The sites selected for intensive fieldwalking were initially visually inspected by a cursory 'walk over' at 5m or 10m intervals. The point of this exercise was to ascertain and confirm if there was sufficient material to indicate concentrations of archaeological material spread across the surface of the field and also to determine the overall extent of the artifactual evidence. Any initial artifactual material was noted and bagged but not immediately retrieved until a datum-line and survey grid were laid out to cover any areas suspected of Romano-British occupation and activity. The parameter of the fieldwalking surveying grid squares (10 sq.ms or 20 sq.ms squares) was chosen because it was thought such areas are small enough to reflect archaeologically meaningful distributions and to maintain a reasonable pace of fieldwork without effecting accuracy. Every grid square was measured and plotted into secure datum points situated around the current field boundaries (fig.1).
fig.1 Numerical Co-ordinate Grid Square System & Datum points
The most effective and accurate way of preparing a fieldwalking grid was to locate surveying poles along a fixed datum line which itself was securely related to a series of prominent permanent points located around the modern field boundaries. It was essential to continue recording reference points, as work proceeded, to help reduce the accumulation of errors or possibility of parallax over the full surface area of the survey grid. Every intersection of the imaginary box grid was then marked by a highly visible marker (bamboo canes with different coloured tape flags). The usual practice was to mark out three lines of survey squares then fieldwalk those parts of the grid before repeating the process.
The estimates vary concerning the amount of surface area which can be successfully visually explored by individual fieldwalkers of mixed ability working on a stint or traverse. An individual's visual acuity will depend on the operational width of the viewing band, the position and height of the head in relation to the ground and the intensity of the light available. Personal experience demonstrated that the first two influences on retrieval rates could be easily controlled. The optimum viewing conditions were achieved by restricting the observable area to a metre width and by ensuring the body was sufficiently bent at the waist to enable the head to be held in a low position parallel to the ground surface.
Unfortunately differential light conditions allied to limited access and fieldwalk time meant waiting for the best light and soil conditions wasn't always an option. However to eliminate any disparity in retrieval rates amongst the volunteers the whole of the survey grid for every site was walked a second time by the Archaeological Director who acted as a control on the consistency of recovery and restricted the potential of data bias to that of an individual.
In the fieldwork undertaken for this project the emphasis was on the intensive collection of surface scatters which required every grid square to be scrutinised in the greatest possible detail. Therefore one metre transects were employed as the standard stint width with either ten or twenty traverses forming a single grid square. The accuracy of this method was preserved by placing two surveying poles (a metre apart) either end of the stint, enabling the fieldwalker(s) to maintain by line of sight an accurate progress across the grid square (fig.2).

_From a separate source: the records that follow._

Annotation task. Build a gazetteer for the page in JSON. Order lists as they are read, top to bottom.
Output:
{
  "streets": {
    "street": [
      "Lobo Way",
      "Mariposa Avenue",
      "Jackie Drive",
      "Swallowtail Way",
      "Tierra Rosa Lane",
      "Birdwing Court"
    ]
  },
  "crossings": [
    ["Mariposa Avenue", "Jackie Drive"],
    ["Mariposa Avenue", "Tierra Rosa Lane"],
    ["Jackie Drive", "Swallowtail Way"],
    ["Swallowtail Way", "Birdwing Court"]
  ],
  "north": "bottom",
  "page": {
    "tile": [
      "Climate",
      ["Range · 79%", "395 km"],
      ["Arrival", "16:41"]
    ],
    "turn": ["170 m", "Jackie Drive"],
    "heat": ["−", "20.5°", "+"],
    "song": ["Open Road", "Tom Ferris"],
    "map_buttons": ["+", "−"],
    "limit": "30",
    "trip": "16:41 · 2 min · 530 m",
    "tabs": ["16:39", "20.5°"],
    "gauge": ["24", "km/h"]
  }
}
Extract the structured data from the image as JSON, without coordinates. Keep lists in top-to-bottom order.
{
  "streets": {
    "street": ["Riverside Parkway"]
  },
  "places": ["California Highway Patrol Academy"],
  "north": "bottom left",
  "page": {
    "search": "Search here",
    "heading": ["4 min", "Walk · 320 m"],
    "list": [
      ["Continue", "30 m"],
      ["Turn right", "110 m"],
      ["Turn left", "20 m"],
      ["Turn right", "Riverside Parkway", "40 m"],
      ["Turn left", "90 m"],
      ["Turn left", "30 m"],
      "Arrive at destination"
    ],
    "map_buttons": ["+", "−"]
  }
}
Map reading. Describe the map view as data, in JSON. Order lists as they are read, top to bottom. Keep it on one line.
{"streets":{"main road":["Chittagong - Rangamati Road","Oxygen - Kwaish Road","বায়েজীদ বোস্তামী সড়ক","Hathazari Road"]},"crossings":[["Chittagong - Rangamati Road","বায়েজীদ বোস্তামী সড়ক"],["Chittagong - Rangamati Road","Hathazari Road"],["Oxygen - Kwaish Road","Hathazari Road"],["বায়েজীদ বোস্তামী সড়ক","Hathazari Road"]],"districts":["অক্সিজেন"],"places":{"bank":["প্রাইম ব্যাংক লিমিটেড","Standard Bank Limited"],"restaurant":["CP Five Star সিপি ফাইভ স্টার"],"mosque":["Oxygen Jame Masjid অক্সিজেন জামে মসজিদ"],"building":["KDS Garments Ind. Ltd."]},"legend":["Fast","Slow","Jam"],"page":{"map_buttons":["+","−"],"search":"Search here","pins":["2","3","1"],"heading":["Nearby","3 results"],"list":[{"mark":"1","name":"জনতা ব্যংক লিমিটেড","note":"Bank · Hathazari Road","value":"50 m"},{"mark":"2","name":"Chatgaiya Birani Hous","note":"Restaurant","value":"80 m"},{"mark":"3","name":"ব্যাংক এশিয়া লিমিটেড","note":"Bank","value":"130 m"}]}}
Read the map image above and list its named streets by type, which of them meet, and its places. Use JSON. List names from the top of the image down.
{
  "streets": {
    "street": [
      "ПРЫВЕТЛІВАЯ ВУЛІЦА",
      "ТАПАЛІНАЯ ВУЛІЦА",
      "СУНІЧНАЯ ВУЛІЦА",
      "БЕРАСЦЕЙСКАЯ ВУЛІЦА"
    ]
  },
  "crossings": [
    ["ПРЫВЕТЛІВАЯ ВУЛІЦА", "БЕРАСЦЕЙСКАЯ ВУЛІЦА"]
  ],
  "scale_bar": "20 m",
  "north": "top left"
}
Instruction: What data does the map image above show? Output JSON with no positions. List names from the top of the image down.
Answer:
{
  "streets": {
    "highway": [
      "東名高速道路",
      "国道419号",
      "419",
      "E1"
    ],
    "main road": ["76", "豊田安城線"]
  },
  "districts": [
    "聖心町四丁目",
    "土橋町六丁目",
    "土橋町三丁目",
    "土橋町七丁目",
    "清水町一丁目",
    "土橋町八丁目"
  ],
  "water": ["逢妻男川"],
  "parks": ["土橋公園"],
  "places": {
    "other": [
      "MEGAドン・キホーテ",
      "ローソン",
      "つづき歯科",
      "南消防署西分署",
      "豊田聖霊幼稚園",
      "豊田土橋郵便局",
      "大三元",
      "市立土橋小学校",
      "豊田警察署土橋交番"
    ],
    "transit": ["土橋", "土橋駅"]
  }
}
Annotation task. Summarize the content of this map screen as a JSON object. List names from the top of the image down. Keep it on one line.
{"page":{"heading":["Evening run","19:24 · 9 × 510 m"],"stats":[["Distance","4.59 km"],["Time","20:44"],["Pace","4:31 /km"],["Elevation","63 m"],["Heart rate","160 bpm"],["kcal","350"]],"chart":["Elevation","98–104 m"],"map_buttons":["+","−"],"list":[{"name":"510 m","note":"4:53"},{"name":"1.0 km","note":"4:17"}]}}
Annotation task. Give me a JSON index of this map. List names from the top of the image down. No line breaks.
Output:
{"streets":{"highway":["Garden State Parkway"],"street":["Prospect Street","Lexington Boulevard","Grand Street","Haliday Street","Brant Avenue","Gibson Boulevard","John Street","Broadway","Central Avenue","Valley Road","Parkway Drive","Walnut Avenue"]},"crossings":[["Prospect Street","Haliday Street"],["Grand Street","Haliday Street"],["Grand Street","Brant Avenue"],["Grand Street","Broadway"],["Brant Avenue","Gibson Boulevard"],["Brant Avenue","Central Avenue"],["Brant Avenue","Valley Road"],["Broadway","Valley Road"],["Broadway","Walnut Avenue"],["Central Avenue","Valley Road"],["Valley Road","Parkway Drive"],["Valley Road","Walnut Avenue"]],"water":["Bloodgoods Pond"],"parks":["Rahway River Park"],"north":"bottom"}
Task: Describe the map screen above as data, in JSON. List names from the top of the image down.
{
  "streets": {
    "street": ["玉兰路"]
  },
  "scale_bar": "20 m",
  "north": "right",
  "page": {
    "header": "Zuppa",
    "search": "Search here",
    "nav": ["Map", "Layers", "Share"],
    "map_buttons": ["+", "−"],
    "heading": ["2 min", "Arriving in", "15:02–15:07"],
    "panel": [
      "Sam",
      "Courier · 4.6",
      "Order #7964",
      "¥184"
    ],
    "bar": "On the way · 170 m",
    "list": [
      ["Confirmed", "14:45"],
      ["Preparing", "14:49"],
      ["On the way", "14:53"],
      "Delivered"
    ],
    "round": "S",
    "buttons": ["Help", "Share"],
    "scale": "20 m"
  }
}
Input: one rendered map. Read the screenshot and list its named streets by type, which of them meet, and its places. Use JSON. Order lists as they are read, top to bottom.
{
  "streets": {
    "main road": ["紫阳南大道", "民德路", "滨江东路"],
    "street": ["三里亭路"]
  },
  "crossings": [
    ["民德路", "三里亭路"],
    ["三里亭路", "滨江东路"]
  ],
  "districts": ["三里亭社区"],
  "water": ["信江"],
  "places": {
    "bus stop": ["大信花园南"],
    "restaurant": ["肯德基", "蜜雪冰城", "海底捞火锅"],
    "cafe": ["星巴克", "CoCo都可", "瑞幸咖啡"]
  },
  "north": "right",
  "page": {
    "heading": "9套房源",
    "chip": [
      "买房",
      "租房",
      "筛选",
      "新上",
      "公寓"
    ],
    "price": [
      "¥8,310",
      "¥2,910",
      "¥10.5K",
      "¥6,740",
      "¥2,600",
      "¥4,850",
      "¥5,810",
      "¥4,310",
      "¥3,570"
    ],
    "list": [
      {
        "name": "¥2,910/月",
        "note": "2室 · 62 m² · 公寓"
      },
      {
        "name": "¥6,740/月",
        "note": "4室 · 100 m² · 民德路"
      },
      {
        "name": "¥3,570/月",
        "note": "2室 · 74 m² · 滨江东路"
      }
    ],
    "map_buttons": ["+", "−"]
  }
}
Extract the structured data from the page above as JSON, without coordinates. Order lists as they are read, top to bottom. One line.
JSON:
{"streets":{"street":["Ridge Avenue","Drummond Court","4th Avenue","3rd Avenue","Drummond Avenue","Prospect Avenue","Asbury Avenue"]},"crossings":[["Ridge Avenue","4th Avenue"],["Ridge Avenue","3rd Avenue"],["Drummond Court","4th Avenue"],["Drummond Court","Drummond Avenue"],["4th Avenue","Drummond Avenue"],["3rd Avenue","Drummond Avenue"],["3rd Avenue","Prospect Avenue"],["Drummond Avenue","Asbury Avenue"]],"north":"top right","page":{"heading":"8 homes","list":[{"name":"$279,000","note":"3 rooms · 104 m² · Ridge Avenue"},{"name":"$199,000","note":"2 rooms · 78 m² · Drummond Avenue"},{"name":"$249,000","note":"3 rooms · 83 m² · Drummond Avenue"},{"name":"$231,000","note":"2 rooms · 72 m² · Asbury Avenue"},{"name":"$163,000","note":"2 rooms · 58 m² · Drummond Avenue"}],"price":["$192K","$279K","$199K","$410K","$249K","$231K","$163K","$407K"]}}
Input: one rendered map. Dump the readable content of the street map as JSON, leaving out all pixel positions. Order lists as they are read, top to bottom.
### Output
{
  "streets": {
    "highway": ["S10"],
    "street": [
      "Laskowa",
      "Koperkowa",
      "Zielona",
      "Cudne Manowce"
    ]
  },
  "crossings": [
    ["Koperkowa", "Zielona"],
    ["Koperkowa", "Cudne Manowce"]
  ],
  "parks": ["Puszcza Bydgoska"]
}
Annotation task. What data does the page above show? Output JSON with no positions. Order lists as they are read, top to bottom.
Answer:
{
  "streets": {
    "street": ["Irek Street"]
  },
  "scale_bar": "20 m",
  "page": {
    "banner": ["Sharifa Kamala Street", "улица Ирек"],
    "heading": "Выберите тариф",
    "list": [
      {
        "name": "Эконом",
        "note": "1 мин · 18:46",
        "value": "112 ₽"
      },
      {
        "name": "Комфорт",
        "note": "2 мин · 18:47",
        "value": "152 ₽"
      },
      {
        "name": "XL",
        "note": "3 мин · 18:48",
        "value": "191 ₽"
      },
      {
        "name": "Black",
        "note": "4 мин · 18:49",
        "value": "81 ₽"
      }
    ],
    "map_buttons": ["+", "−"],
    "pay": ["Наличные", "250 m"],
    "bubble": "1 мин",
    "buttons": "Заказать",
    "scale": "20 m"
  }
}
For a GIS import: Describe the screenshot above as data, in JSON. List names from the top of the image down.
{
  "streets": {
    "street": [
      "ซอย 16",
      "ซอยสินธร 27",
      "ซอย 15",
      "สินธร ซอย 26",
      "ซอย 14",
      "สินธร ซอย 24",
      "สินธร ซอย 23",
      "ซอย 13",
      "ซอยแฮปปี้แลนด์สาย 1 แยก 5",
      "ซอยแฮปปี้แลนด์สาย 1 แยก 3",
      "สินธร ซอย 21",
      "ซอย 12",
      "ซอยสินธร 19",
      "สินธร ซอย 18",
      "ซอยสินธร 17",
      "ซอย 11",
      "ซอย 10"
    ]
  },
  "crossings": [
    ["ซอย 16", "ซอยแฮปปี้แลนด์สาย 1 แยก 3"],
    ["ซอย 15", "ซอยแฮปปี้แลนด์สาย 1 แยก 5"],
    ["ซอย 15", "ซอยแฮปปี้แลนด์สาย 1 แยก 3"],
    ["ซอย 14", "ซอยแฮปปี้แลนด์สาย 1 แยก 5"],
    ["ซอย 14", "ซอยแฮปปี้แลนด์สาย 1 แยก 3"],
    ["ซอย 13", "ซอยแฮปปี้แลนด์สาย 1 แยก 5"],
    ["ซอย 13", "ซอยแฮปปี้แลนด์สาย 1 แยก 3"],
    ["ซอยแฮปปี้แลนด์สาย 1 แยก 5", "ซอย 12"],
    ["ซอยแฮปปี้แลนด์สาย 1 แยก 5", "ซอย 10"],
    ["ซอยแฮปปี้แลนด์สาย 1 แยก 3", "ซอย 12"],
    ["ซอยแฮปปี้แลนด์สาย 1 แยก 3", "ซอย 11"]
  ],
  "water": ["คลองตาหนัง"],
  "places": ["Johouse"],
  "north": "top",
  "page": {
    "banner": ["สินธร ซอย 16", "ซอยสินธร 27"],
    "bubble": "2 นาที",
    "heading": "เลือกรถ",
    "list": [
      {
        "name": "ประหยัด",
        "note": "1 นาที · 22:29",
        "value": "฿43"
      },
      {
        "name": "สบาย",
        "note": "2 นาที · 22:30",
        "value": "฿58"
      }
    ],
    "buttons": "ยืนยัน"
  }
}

fig.2 Grid Square Traversing
All grid squares with surface scatters were then walked until the declining rate of recovery indicated the extent of the core area of occupation. A boundary of a settlement was considered as being reached if the artifacts retrieved per square returned less than two sherds of pottery for three consecutive grid squares in a given direction. This is obviously something of an arbitrary limit but without extensive access to geophysical survey and aerial photography at the time of survey it would have been difficult to state otherwise with confidence the actual parameters of a site. However subsequent geophysical survey appeared to vindicate this approach confirming a resonance with the site boundaries established during fieldwalking.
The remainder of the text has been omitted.